Google (other search engines are available) periodically checks every website that it indexes for potential security issues and evidence that the site has been hacked. If it finds any issues it will penalise that website by removing it from its search results and adding it to a blacklist. This means that the website will not be found in Google searches, and any browsers that support this blacklist initiative (all the most popular ones) will show a big red warning screen to all visitors that try to access the website. Getting a site removed from the blacklist can be tricky, and requires proving to Google that you’ve fixed the issue and removed all traces of the attack. Blacklisted websites typically lose 95% of their visitors.

How do Concert ensure websites are secure?

All the websites and applications we build are built with security first and foremost.
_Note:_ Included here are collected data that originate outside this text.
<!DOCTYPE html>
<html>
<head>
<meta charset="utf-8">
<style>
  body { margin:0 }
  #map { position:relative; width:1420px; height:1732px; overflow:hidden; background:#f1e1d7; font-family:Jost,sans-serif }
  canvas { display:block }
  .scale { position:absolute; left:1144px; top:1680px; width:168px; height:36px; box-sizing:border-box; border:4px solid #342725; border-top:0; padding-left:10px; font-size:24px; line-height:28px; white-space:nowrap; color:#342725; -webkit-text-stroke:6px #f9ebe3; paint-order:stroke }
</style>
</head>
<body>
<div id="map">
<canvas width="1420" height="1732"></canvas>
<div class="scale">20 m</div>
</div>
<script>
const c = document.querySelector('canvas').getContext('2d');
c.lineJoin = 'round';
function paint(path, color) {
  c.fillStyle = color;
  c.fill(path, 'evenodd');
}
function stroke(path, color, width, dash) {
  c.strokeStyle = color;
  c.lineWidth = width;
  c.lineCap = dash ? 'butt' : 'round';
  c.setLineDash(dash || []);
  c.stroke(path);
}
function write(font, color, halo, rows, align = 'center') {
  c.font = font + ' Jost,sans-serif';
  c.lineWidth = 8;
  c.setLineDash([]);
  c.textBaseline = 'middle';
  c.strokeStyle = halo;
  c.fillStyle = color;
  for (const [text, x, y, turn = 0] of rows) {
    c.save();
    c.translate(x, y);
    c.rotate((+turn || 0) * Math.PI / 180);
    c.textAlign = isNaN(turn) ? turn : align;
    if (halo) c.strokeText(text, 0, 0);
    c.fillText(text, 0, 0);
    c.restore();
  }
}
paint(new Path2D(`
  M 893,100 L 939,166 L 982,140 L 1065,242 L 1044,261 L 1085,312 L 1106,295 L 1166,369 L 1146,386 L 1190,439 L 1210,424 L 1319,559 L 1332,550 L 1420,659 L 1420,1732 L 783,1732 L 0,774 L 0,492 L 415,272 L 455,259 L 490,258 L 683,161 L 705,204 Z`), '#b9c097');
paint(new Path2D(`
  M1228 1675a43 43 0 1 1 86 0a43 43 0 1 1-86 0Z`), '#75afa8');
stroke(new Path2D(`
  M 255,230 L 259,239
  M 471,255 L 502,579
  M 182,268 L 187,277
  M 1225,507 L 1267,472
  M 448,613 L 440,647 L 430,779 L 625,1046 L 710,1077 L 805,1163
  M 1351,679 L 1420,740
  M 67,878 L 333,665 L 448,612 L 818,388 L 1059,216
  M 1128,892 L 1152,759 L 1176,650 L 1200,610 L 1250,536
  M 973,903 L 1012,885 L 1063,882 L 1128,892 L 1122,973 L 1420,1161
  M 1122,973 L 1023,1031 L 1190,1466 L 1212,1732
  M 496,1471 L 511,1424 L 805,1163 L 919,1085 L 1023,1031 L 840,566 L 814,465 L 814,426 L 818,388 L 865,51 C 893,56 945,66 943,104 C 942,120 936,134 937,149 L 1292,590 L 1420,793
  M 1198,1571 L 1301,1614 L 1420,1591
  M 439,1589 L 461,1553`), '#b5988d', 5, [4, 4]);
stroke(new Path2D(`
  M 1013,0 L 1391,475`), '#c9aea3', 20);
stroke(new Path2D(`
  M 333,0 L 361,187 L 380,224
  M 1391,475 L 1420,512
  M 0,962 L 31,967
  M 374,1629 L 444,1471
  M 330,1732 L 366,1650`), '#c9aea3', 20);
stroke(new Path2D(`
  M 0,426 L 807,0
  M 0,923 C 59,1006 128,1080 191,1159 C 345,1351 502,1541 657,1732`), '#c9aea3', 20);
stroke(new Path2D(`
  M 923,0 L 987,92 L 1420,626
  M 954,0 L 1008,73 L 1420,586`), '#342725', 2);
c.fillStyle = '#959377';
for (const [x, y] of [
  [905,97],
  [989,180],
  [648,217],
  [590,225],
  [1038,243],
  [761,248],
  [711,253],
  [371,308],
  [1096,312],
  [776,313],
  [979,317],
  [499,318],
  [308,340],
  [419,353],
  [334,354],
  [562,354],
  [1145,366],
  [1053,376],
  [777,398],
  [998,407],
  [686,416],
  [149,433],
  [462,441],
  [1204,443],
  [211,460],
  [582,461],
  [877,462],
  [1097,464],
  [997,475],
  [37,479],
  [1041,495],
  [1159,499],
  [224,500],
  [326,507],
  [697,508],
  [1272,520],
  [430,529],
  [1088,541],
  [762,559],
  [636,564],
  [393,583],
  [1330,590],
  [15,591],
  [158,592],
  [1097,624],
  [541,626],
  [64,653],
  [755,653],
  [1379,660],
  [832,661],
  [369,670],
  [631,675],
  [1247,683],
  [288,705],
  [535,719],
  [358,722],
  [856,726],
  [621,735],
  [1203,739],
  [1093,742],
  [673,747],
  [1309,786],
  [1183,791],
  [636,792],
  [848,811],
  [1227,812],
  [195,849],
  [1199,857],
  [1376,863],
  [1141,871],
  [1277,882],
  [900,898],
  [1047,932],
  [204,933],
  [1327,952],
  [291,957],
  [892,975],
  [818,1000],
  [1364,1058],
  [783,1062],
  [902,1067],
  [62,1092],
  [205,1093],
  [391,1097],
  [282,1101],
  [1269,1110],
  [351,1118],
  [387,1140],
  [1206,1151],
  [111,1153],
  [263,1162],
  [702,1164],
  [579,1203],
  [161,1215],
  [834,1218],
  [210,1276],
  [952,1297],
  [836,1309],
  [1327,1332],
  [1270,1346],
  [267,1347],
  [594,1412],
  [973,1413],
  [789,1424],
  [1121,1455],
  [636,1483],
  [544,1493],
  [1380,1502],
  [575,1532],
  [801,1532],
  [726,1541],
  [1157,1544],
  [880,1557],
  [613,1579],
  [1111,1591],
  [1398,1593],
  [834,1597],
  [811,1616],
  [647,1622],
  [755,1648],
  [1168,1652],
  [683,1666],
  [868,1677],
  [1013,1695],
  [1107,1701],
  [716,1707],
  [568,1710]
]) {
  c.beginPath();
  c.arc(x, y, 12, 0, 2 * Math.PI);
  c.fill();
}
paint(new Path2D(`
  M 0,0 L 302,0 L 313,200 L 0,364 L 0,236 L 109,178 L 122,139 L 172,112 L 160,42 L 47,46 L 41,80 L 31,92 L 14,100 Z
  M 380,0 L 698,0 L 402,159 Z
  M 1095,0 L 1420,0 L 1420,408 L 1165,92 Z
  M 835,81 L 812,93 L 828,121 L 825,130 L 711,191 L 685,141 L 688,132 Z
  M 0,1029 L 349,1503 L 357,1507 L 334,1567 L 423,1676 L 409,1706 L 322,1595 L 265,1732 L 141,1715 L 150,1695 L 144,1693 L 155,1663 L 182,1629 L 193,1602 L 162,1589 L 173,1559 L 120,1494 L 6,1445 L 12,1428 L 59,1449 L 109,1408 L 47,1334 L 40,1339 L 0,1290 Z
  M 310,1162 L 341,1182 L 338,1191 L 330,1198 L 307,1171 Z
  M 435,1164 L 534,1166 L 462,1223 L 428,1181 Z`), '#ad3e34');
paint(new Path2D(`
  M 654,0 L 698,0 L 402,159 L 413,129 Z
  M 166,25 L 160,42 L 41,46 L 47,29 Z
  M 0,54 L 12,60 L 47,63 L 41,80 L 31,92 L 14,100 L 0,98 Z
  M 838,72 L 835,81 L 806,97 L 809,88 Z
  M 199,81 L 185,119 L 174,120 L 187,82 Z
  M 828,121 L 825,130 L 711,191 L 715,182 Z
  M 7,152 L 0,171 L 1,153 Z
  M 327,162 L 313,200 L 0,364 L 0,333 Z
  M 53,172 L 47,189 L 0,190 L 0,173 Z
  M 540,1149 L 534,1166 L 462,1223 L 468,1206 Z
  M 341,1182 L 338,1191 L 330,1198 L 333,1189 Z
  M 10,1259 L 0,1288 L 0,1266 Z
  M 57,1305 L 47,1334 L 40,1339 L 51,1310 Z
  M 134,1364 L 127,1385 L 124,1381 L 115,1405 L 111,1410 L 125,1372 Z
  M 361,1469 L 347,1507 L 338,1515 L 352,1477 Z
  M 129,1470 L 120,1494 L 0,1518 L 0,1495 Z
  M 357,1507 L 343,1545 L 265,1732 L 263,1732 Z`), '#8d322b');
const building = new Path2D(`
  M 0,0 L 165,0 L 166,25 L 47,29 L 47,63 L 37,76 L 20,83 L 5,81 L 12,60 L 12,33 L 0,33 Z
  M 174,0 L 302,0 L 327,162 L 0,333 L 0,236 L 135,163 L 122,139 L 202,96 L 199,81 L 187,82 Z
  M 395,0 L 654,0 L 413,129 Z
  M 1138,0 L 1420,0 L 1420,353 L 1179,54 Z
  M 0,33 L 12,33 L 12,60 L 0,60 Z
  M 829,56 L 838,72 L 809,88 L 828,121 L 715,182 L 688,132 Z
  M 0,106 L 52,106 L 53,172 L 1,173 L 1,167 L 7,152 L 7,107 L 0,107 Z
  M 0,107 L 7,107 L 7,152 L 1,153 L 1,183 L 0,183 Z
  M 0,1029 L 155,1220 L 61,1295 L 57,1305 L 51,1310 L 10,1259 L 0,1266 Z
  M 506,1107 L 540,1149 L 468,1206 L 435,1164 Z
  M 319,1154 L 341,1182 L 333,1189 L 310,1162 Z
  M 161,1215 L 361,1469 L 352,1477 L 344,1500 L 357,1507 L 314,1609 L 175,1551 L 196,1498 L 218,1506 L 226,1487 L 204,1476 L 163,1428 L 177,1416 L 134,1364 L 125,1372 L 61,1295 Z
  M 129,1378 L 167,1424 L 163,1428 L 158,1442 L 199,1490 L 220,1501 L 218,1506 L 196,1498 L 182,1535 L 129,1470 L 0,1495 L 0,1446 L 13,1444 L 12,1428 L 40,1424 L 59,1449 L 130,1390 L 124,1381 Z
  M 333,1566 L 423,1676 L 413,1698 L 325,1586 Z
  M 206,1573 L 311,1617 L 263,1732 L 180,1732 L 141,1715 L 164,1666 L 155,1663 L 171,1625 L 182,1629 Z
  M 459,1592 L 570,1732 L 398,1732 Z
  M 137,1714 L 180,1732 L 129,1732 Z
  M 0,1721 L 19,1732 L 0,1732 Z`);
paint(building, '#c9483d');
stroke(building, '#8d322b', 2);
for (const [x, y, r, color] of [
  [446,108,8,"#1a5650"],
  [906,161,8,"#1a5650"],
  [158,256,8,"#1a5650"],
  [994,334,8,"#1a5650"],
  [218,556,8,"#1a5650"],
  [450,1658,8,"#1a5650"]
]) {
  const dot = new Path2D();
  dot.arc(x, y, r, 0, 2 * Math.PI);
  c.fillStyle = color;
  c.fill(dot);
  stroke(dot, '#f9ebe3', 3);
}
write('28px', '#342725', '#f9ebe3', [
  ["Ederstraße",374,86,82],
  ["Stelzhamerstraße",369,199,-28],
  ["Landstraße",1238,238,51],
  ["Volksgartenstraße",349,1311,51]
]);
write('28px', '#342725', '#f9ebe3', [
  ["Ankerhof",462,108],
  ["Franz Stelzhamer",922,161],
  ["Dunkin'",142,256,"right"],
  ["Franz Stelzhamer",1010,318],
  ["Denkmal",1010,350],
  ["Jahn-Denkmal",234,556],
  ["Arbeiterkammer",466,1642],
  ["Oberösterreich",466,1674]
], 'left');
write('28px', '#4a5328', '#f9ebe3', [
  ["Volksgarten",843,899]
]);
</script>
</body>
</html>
We follow the principles of security by design, the UK Government National Cyber Security Centre’s principles of secure development and deployment, as well as targeting the OWASP top ten web application security risks. This gives us a solid foundation to build secure web applications. To confirm all our applications are built to the required security standards, we insist our sites are independently penetration tested by third-party security experts. This ensures that we have successfully secured the applications, kept our clients’ data and their members’ data safe, and protected their reputations too.